Report on the Hays Validity Amendment to SB 616

Thank you to so many people that came to Tallahassee to testify, and who called and emailed members of the Senate Appropriations Committee urging them to pass Senator Alan Hays extremely important amendment to SB 616 requiring independent validity studies for the new Florida Standards Assessment (FSA) and technological load testing before making high stakes decisions.The amendment was withdrawn and replaced by another from Senator Simmons. The discussion of the reading amendment discussed in our last alert was ultimately postponed. Senator Hays is still reviewing options and will work with Senator Simmons who is significantly concerned with validity issues due to their legal consequences. The bill will go to the floor on Wednesday.  New information will be out shortly.

For those that want more information and documentation, here is a detailed report to understand the context.

The video of the hearing is available HERE with discussion of the bill in general starting at about 4:39:00.  The discussion of the Hays validity amendment starts at 4:58:55 and the discussion of Senator Simmons' validity amendment starts at 5:43:09.

Senator Hays offered that amendment due to grave concerns with lack of validity of the FSA based on the failure of Commissioner Pam Stewart to properly answer excellent questions from Senator David Simmons in hearings regarding the validity of the FSA.  There is legal precedent showing that people may not have their lives changed with high stakes educational decisions like third grade retention or teacher evaluations based on an invalid test.

The language of the amendment that Senator Hays offered was written out in our last alert and is also available HEREIt required independent verification of psychometric validation of the test and load testing of the technology infrastructure to give the test before any high stakes decision can be made for students, teachers or districts.

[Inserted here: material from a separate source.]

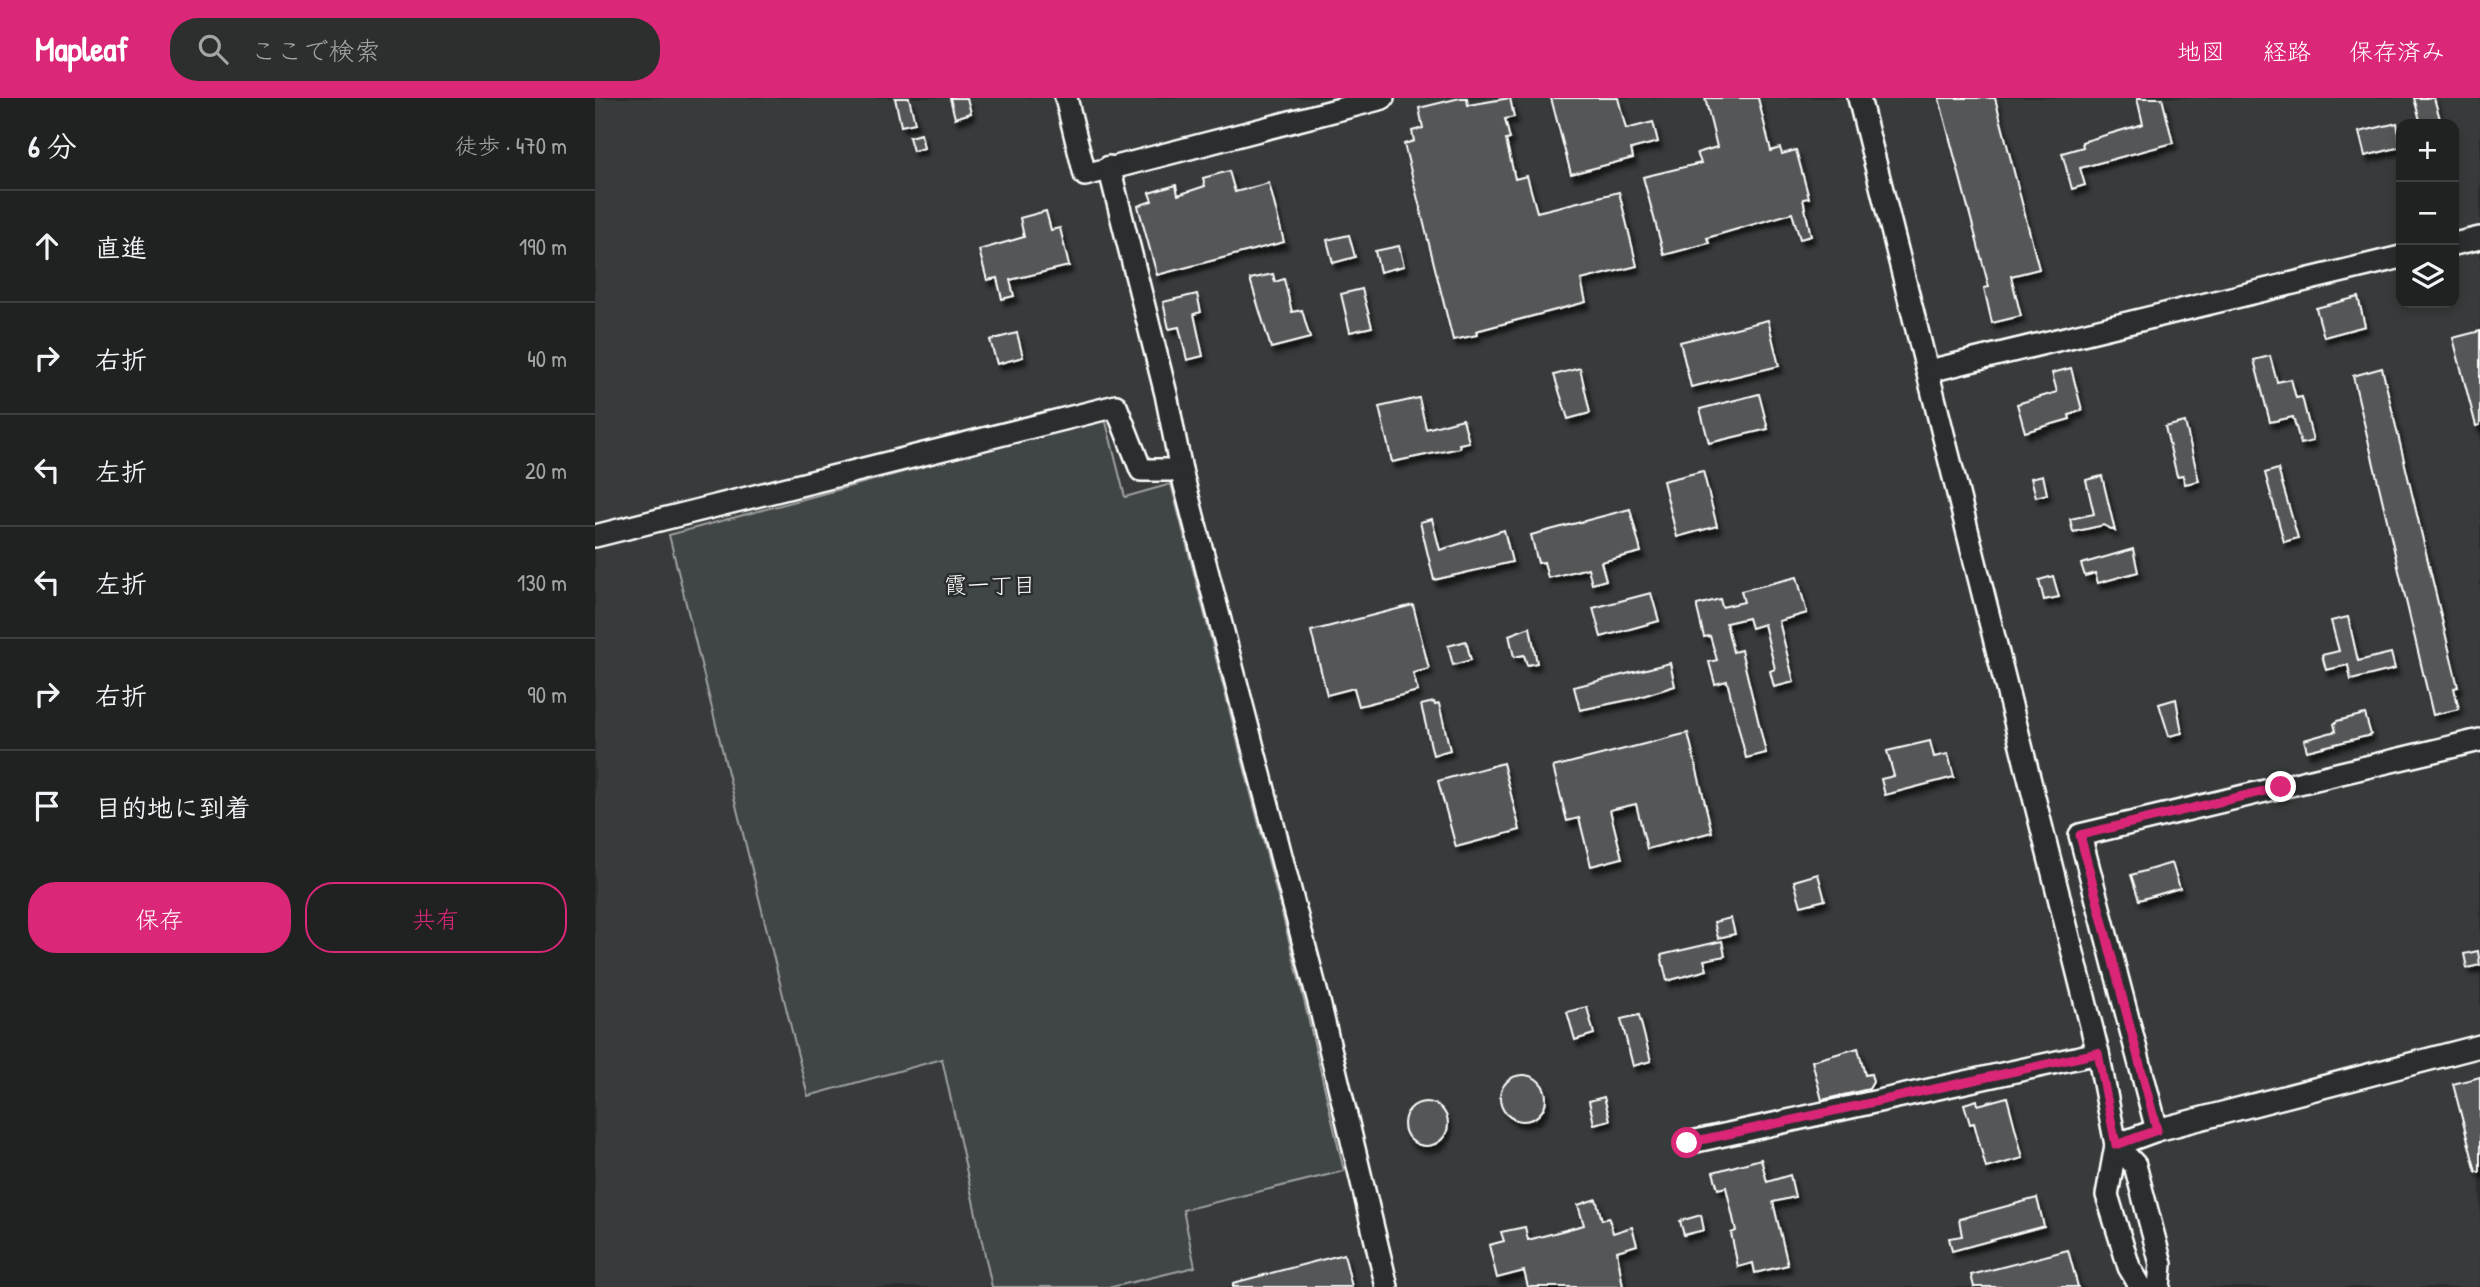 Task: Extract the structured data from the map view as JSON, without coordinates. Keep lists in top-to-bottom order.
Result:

Here are the key portions of testimony from Stewart (begins at 56:00) that led to this amendment:
Senator Simmons:  Since Thursday, as I understand, the requirement that the test be psychometrically valid, has the testing already occurred of this test to determine that it is psychometrically valid?
 
Commissioner: Yes it has
 
Senator Simmons:  Who did the psychometric testing?
 
Commissioner Stewart: AIR
 
Senator Simmons:  And has anyone reviewed AIRs psychometric testing... it being the same entity that has admitted that it is made errors and taking full accountability for those errors.
 
Commissioner Stewart: Yes they are absolutely has been reviewed we have our own team that is the test development team that has reviewed that and we are certain that the content of the test is absolutely psychometrically valid and reliable.

Then a few questions later:
Senator Simmons: Were they Florida students?

Commissioner Stewart:  That I can answer, no they were not.

Senator Simmons:  They were not Florida students?

Commissioner Stewart:  That's correct.

Senator Simmons: Are these the Utah students?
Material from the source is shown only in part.